I do some UX design, and there’s lots of talk about that, about whether UX designs are going to get replaced. And people aren’t too worried because in UX you really need to look at how human beings behave. They are very excited though about its potential to streamline lots of things that are really, really boring and really hard.

The early reactions against even using word processors were pretty intense. People were very attached to the feel of pen on paper. Iris Murdoch said, “The word processor is… a glass square which separates one from one’s thoughts and gives them a premature air of completeness.” She also asked how one could possibly write with “a machine between you and the page?” People are always very attached to the sensory experience of what they’ve been used to. I still hear people saying that they like writing their first draft with pencil on paper, but they are very much in the minority. Everyone uses the convenience of computers.

So UX is crucial. How a tool feels in the hand is central to one’s use of it, to how useful the tool is. This is true of software as anything else, and that’s why UI is so important. Aesthetics matter, the feeling of a tool matters. I obsess about keyboards now as much as I used to obsess about fountain pens and nibs when I was a kid.

When you build software that is streamlined and beautiful as well as being functional, it eventually becomes invisible to you even as you enjoy using it. Many people, including me, believe that version 5.1 of WordPerfect for DOS was the best traditional word processor ever made. I’ll die on this hill. 5.1 was lean, and you could use it without taking your hands off your keyboard. Some of the keyboard shortcuts are still baked into my muscle memory—F6 for bold, F8 for underline, and F11 for reveal codes (which let you see exactly why your text looked like it did). I wrote most of my first novel using various versions of WordPerfect. The company made some mistakes, and Microsoft used its juggernaut strategies to crush them, so now we all use the bloated mess that is Word. But WordPerfect’s UX was beautiful, and that was why it was beloved. And, yes, get off my lawn.

I’m unable to write by hand. I need to do it on the computer because I edit as I go.

I can’t even read on paper anymore because I annotate a lot, especially when I’m doing research. With the convenience of being able to annotate on my tablet and have it show up on my laptop, it would be impossible for me to go back to paper.

Again, technology allows you to work at a higher level to solve your problems. Early on during the Pandemic, the Austrian Embassy in Washington, DC, and the consulate in San Francisco, put together a program connecting American artists and writers with artists in Austria and having them making pieces together. I collaborated with Adele Razkövi, an artist and animator, on a short three-minute film, Sequence of Tenses (https://best-austrian-animation.at/films/sequence-of-tenses/). She works with real analogue material, with clay objects. She uses computers to animate the analogue materials that she moves and shapes by hand. And she said the same thing, that if she had to worry about photographing each frame by hand, if she had to animate all this material manually, it would drive her nuts.

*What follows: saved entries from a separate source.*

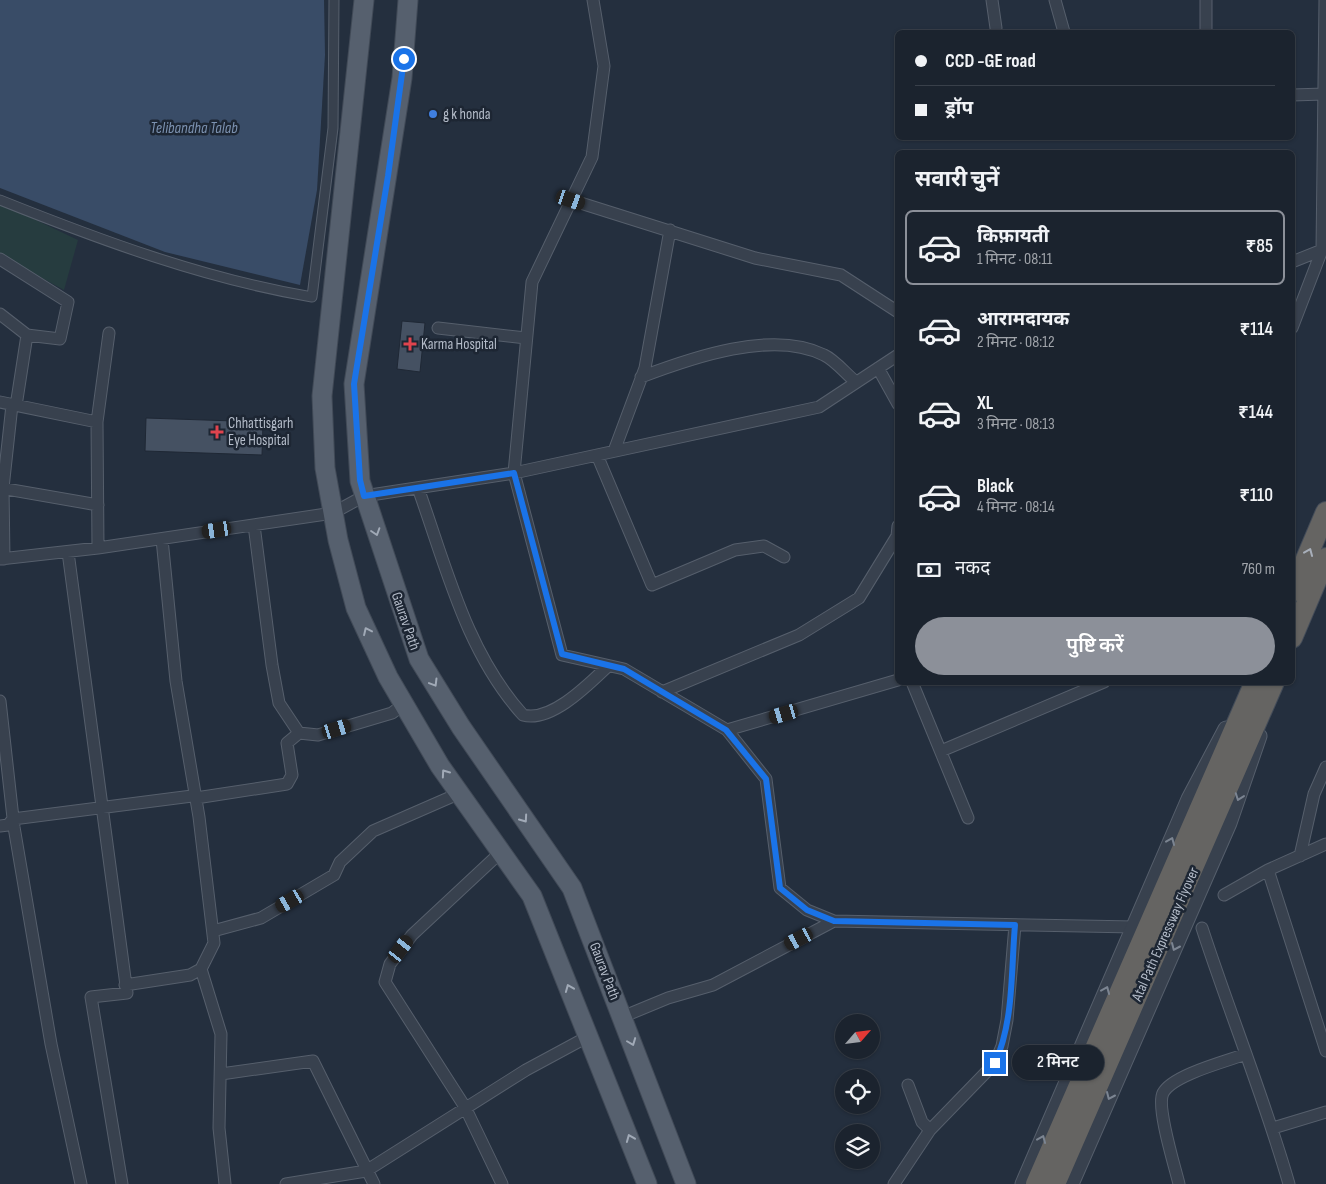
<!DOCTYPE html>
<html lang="hi">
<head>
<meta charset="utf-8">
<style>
	:root { --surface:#1b232e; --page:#282f3a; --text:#f1f3f6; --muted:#a0a4aa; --line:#39404a; --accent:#8c9099 }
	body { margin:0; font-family:"Sofia Sans Condensed","Noto Sans Devanagari",sans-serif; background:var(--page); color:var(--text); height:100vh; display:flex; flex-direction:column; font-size:19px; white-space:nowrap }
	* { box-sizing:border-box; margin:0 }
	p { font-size:16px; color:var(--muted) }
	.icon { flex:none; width:28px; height:28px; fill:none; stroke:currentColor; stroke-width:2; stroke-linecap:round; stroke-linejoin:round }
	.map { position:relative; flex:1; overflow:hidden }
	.panel { position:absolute; left:895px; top:150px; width:400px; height:535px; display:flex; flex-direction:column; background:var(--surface); border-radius:8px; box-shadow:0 1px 4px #0004,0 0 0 1px var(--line) }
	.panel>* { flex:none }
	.top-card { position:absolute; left:895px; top:30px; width:400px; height:110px; border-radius:8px; box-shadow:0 1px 4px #0004,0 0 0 1px var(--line); display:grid; align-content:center; height:110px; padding:0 20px; background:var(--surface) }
	.needle { width:32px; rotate:62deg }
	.buttons { position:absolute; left:835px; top:1014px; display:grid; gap:10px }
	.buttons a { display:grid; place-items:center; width:45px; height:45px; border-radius:50%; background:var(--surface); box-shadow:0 1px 4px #0004,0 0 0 1px var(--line); font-size:25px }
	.end { position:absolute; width:22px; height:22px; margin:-11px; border:6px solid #1a73e8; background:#fff; box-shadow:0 0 0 2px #fff }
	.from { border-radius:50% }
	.bubble { position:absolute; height:35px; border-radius:18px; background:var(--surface); box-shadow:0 1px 4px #0004,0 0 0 1px var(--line); font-size:16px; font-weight:600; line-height:35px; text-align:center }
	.car { position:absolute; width:15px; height:30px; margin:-15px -8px; border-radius:6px; box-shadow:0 0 4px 1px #0007; background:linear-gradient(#222 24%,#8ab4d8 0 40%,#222 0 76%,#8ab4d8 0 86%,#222 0) }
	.top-card b { display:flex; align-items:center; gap:18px; height:48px; font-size:19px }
	.top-card b+b { border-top:1px solid var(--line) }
	.top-card i { width:12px; height:12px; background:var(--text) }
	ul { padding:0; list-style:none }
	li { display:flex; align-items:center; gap:15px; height:75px; margin:0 10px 8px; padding:0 10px; border:2px solid transparent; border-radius:8px }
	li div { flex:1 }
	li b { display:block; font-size:19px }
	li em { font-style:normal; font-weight:600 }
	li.current { border-color:var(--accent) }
	li>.icon { width:45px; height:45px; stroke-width:1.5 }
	h2 { padding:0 20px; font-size:22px; line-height:60px }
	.pay { display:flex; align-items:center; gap:12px; height:55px; padding:0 20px; font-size:19px }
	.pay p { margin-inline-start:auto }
	.primary-button { display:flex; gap:10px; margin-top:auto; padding:10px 20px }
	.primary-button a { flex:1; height:58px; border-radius:30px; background:var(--accent); color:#fff; font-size:20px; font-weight:600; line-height:58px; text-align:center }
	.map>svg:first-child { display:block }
	.green { fill:#263c3f }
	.water { fill:#394c67 }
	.building { fill:#455162; stroke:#1f2835 }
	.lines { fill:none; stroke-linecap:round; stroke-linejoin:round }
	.pedestrian-casing { stroke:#565f6c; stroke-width:11 }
	.minor-casing { stroke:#565f6c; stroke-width:13 }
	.tertiary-casing { stroke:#565f6c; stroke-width:17 }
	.primary-casing { stroke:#414a57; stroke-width:21 }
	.trunk-casing { stroke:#434c59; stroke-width:22 }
	.pedestrian { stroke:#38414e; stroke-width:9 }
	.minor { stroke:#38414e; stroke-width:11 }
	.tertiary { stroke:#38414e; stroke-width:15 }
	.primary { stroke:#56606e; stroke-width:19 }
	.trunk { stroke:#656462; stroke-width:20 }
	.oneway { stroke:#a1aab7 }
	.oneway2 { stroke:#a8afba }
	.oneway3 { stroke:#7c8592 }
	.route { stroke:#1a73e8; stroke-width:6 }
	.shop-dot { fill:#3f7fe0; stroke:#1d2633; stroke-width:2 }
	.health-dot { fill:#e0444e; stroke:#1d2633; stroke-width:2 }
	.labels { text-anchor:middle; stroke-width:5; stroke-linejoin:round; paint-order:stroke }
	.poi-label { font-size:15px; fill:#b4bcc9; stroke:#1d2633; text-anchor:start }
	.street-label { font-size:15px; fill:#b4bcc9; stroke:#1d2633 }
	.water-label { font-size:16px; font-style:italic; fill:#7c92b1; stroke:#1d2633 }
</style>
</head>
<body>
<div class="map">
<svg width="1326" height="1184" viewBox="0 0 1326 1184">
	<rect width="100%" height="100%" fill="#242f3e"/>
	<path class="green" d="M0 203 78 240 64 290 0 255Z"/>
	<path class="water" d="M0 0H324L325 55 317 190 300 285 165 252 0 188Z"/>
	<path class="building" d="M402 321 425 323 420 372 397 369Z
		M146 418 263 422 262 455 145 451Z"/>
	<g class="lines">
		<g class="pedestrian-casing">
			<path id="pedestrian" d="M0 200C100 240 205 279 312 297L333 128 334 0"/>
		</g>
		<g class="minor-casing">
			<path id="minor" d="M593 0 604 66 592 157 532 282 514 473 562 655 624 669 727 730 766 779 780 888 807 910 834 921 1134 927
				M992 0 996 28
				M1055 0 1064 32
				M1206 32V0
				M1292 95 1324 94
				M571 200 755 258 841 275 898 312
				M0 259 68 302 60 339 27 335
				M1292 262 1322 250
				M0 314 27 335 16 406
				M438 328 526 338
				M1292 328 1322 250 1325 0
				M878 368 898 404
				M641 377C691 358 773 329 824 355 835 360 846 374 856 382
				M0 402 97 422
				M614 451 645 368 670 230
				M597 455 652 585 735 550 764 546 784 557
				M0 488 98 505
				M418 488C446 566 466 652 523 715 551 723 589 684 608 666
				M98 548 97 422 109 333
				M68 552 127 993 91 997 122 1184
				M0 559 98 548 333 513 364 496 514 473 819 407 898 355
				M4 559 3 488 12 405
				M912 682 968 818
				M662 692 799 635 859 598 897 536 898 526
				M0 701 14 827 51 1044 81 1184
				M727 730 898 680
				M299 733 318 735 392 713 404 704
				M941 751 1104 682
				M0 826 8 825 13 819 192 796 196 798 287 784 292 775 287 743 299 733 279 703 272 665 254 525
				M501 852 412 935 390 964 385 982 465 1107 502 1184
				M1300 856 1314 794 1326 767
				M1268 870 1326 1051
				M1224 895 1268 870 1326 844
				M1202 928C1230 1014 1264 1097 1289 1184
				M213 931 261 918 334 875 340 862 373 831 460 793
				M201 969 221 1034 219 1128 225 1184
				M125 985 190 975 201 969 214 943 199 817 176 681 162 539
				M622 1017 668 998 713 985 834 921
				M221 1074 313 1061 374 1184
				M908 1085 922 1122 930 1130
				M1273 1128 1326 1112
				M286 1184 366 1171 526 1070 589 1036
				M894 1184 930 1130 995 1063 1002 1046 1007 1020 1015 925
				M1179 1184C1175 1167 1156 1107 1163 1093 1172 1075 1227 1061 1246 1054"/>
		</g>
		<g class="tertiary-casing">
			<path id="tertiary" d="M1023 1184 1189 799 1226 729
				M1071 1184 1229 823 1259 736"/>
		</g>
		<g class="primary-casing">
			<path id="primary" d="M364 0 322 396 325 468 338 540 356 608 388 677 440 766 532 896 647 1184
				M408 0 402 78 354 384 360 481 419 659 461 727 572 888 686 1184"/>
		</g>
		<g class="trunk-casing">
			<path id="trunk" d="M1292 592 1326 512
				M1292 638 1326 558
				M1036 1184 1255 682
				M1055 1184 1274 682"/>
		</g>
		<use href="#pedestrian" class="pedestrian"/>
		<use href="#minor" class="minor"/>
		<use href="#tertiary" class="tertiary"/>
		<use href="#primary" class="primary"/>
		<use href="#trunk" class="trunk"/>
	</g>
	<defs><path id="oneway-chevron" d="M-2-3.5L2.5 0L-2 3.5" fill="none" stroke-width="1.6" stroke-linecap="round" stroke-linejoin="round" transform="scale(1.25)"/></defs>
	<g class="oneway">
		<use href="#oneway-chevron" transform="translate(376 532) rotate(72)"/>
		<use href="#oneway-chevron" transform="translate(367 631) rotate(-115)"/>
		<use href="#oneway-chevron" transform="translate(434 683) rotate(59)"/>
		<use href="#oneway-chevron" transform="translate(445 773) rotate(-125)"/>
		<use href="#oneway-chevron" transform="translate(524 819) rotate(55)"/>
		<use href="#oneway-chevron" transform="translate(569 988) rotate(-112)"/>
		<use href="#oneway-chevron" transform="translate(632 1042) rotate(69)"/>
		<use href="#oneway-chevron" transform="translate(630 1138) rotate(-112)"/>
	</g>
	<use class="oneway2" href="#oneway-chevron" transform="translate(1309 552) rotate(-67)"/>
	<g class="oneway3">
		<use href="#oneway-chevron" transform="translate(1239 797) rotate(110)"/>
		<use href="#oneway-chevron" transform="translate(1171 841) rotate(-67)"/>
		<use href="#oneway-chevron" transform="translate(1175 947) rotate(114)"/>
		<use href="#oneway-chevron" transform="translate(1106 990) rotate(-67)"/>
		<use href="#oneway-chevron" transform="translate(1110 1096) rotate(114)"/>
		<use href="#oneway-chevron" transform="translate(1042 1139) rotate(-67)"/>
	</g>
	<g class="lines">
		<path class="route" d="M404 59 388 176 354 384 360 480 364 496 514 473 562 654 624 669 726 730 766 779 780 888 807 910 834 921 1015 925C1011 970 1014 1021 995 1063"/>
	</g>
	<circle class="shop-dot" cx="433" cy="114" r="5"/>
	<g class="health-dot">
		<path d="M407.5 336.5h5v5h5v5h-5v5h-5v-5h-5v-5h5z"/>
		<path d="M214.5 424.5h5v5h5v5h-5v5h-5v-5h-5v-5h5z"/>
	</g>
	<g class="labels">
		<g class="poi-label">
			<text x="443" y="119">g k honda</text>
			<text x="421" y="349">Karma Hospital</text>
			<text x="228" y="428">Chhattisgarh<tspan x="228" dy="17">Eye Hospital</tspan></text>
		</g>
		<g class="street-label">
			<text transform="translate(406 621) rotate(71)" y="5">Gaurav Path</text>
			<text transform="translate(1165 934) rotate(-66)" y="5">Atal Path Expressway Flyover</text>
			<text transform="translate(605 971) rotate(69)" y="5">Gaurav Path</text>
		</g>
		<g class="water-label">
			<text x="194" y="133">Telibandha Talab</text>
		</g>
	</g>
</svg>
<div class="buttons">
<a><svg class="needle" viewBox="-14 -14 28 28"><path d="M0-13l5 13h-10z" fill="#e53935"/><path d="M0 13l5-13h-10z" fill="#a0a4aa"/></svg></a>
<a><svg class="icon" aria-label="locate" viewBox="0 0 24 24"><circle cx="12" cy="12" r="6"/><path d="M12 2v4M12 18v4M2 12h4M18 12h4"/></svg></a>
<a><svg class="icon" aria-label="layers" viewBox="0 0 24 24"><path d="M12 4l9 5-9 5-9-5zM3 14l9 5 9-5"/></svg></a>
</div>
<i class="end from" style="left:404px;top:59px"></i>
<i class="end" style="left:995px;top:1063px"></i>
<div class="bubble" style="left:1012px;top:1045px;width:92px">2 मिनट</div>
<i class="car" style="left:571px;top:200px;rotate:109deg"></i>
<i class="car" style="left:217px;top:530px;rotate:261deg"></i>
<i class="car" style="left:784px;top:714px;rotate:254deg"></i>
<i class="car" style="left:337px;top:729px;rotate:73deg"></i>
<i class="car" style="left:290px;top:901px;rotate:240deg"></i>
<i class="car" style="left:799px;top:939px;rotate:242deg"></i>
<i class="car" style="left:401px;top:949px;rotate:37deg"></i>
<div class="top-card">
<b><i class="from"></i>CCD -GE road</b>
<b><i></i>ड्रॉप</b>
</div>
<section class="panel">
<h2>सवारी चुनें</h2>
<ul>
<li class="current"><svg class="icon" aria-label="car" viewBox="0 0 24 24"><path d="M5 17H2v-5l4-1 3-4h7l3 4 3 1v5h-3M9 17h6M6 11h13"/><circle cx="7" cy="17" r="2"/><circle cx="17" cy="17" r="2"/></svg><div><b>किफ़ायती</b><p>1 मिनट · 08:11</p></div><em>₹85</em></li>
<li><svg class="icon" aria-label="car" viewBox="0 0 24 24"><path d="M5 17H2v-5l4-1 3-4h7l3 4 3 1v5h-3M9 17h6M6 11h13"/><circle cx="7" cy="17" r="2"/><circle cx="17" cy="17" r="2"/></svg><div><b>आरामदायक</b><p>2 मिनट · 08:12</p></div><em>₹114</em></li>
<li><svg class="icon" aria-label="car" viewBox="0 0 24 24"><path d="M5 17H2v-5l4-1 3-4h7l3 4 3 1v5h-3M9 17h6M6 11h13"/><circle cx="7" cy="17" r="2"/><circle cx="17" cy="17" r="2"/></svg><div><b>XL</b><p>3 मिनट · 08:13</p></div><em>₹144</em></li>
<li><svg class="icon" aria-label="car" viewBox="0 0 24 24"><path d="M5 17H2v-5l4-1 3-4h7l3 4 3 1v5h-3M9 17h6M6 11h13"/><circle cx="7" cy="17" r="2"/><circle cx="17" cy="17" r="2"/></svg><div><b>Black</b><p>4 मिनट · 08:14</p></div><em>₹110</em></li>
</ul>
<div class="pay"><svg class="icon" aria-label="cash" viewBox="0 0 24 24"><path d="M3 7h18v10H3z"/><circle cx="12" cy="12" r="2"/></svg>नकद<p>760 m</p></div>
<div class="primary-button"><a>पुष्टि करें</a></div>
</section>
</div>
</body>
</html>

What tech allows me to do is to delegate tasks to the machine and then work at a higher level, work at tasks that actually address my creative process and make it easier. With Granthika, we tried to address the problem of information retrieval and management. And now the question is, what else can the machine do that will free me up? I want it to save me from having to do these word searches which are frustrating because they often don’t work, especially if I’m looking for a common phrase. If you look up “Buddha’s view on death” on the web, you’ll find thousands of results. It even takes a lot of effort for me to find things in my own saved research materials. I want to ask the AI assistant questions about my research materials. A more semantic search, I think, can do that. And that’s something I’m very excited about.